Suddenly, something touched his right shoulder. Richard jumped. Snapping around, he half-expected to find the creature's big brother towering over him.
To his relief it was just Sandy.
He heard her snorting laugh come through his suit's speaker.
"You nearly gave me a heart attack! I've told you a million times: never sneak up on me when we're stranded on a frozen moon!"
After a final snort, she raised her hand in a mock salute. "Yessir, Colonel Frosty!"

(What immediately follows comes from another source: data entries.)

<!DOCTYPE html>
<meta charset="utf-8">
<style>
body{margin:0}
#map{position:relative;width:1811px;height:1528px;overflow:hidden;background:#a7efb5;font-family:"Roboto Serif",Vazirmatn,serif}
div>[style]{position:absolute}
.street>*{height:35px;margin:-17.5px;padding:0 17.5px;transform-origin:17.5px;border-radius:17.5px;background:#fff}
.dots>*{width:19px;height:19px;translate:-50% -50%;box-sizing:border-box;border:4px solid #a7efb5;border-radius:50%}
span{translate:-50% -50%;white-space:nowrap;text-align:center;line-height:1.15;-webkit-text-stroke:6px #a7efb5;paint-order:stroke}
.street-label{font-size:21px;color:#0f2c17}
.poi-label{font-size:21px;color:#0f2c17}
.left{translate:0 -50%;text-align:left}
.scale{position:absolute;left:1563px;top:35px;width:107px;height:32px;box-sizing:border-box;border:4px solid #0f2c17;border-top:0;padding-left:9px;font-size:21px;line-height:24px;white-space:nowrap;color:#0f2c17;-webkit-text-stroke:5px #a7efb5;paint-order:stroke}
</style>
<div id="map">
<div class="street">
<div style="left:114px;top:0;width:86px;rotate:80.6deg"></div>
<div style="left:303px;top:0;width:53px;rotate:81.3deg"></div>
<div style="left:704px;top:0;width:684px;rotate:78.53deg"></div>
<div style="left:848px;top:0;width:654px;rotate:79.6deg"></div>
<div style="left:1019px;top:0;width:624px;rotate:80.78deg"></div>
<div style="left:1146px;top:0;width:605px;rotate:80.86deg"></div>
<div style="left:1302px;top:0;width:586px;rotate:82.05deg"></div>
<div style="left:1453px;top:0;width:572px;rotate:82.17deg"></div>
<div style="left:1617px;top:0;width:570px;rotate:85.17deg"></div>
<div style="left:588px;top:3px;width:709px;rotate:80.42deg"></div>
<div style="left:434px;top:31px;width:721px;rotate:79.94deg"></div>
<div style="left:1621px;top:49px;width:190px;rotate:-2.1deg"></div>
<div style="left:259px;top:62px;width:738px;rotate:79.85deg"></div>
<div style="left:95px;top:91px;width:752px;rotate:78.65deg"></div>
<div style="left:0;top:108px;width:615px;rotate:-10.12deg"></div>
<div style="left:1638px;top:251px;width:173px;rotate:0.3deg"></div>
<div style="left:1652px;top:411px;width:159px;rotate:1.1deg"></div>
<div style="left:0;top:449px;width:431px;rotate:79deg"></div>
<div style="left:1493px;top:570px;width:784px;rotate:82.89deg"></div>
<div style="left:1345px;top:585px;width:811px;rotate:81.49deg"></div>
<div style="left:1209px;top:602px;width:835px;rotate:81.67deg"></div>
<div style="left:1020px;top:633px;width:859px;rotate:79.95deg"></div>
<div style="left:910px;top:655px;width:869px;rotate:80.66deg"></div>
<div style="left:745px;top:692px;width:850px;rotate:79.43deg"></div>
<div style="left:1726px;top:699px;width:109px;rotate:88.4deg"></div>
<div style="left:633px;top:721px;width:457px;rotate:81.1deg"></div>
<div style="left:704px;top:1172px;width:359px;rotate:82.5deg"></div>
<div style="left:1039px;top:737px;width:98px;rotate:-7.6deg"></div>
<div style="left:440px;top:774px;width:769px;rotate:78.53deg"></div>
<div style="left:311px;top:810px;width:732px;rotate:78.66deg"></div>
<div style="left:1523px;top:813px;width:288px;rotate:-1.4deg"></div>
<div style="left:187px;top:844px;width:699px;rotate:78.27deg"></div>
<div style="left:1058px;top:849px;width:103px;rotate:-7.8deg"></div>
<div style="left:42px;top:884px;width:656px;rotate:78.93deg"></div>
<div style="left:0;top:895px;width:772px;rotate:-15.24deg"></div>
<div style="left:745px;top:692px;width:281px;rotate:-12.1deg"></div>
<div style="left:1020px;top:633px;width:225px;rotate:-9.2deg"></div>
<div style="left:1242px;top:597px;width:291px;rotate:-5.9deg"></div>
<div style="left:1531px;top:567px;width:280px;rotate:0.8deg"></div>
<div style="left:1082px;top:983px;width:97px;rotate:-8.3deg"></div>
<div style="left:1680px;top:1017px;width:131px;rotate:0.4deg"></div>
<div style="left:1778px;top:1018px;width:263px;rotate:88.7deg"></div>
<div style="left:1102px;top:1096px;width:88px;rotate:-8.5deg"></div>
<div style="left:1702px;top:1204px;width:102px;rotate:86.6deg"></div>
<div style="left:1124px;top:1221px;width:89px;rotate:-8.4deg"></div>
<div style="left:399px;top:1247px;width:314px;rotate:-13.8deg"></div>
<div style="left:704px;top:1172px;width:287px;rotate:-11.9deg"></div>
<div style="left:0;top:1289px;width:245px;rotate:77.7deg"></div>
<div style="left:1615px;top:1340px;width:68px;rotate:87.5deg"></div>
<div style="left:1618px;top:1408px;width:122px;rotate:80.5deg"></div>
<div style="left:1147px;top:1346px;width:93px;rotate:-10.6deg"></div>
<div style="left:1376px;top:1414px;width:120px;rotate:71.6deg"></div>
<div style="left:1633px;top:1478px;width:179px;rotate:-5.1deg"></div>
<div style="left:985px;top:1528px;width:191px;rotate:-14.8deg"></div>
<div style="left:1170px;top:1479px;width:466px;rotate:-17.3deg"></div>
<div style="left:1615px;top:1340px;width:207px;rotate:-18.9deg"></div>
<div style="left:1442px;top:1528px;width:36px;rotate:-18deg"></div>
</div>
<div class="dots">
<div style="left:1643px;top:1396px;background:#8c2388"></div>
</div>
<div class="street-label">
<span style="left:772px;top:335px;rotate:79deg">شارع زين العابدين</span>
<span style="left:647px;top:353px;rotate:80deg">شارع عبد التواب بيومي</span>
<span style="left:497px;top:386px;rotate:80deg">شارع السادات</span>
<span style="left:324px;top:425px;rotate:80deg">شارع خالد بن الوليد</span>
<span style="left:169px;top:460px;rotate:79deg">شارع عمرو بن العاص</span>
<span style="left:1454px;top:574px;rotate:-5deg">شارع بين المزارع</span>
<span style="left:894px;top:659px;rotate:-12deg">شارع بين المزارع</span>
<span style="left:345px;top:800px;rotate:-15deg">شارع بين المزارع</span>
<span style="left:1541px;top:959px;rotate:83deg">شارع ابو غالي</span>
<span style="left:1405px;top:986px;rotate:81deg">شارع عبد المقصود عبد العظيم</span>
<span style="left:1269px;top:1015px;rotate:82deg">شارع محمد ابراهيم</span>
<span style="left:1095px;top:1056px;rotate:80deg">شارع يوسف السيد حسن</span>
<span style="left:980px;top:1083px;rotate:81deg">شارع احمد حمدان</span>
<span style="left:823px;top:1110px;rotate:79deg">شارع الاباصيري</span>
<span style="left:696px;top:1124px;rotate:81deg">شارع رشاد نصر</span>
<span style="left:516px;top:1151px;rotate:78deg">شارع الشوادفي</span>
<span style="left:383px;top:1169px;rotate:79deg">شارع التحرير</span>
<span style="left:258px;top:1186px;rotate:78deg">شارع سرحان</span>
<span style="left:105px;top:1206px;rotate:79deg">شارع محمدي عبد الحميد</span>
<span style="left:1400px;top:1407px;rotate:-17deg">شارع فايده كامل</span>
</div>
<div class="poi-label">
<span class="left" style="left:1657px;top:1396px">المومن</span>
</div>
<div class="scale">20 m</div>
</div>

Richard looked at his body. The thick coating of white frost and brown shells almost looked like fur.
"You look like the love child of a polar bear and a grizzly," Sandy said and then
dissolved into another fit of snorting laughter.
"I take it you're fine?" Richard said.
"No worse for wear," she finally said after a long sigh.
Richard picked one of the brown shells from his chest and held it out to her. "Did you see these?"
Glancing at it and the band of material, she shrugged. "You ain't seen nothing yet."
She turned and began bounding toward her ship. "Follow me."
He took off after her. Ice spray launched from the surface with each landing. The trajectory of the ejecta reminded him of the old Apollo videos. Unencumbered by gravity or an atmosphere, the spray shot out in all directions from each foot's point of impact, only begrudgingly surrendering to the moon's weak gravity after it had flown a few feet.
"Considering our present situation, you seem awfully chipper," Richard said between hops.
"Well, I know something you don't," Sandy said.
"What might that be?"
"You'll see it when we get in the ship, but first there is something I want to show you over here," she said, pointing to the left of her fighter.
As they went deeper into the dark cave, their suit lights deployed. Sandy's fixture cast a bouncing blue spot over the cave's wall and ceiling. The radiance reflecting off the shiny surfaces cast a swarming kaleidoscope of lights and shadows across the surreal scene.
Slowing to an awkward walk, she went around to the left side and disappeared behind the fighter.
Richard followed. As he passed the ship, he froze in place. Again, he had to blink his eyes a couple of times to make sure he wasn't having a hallucination.
"Oh my God!" he whispered.
Sandy was standing next to a large, frozen carcass that protruded from the point where the two sides of the canyon came together.
After a moment, he was able to unglue his feet from the icy floor of the crevice. As he approached Sandy and the beast, he panned his light from its protruding head to the point where its body disappeared into the ice.
"Holy shit," Richard whispered. "That thing is huge! It's as thick as an SUV and must be at least thirty feet long. And that's just the part sticking out."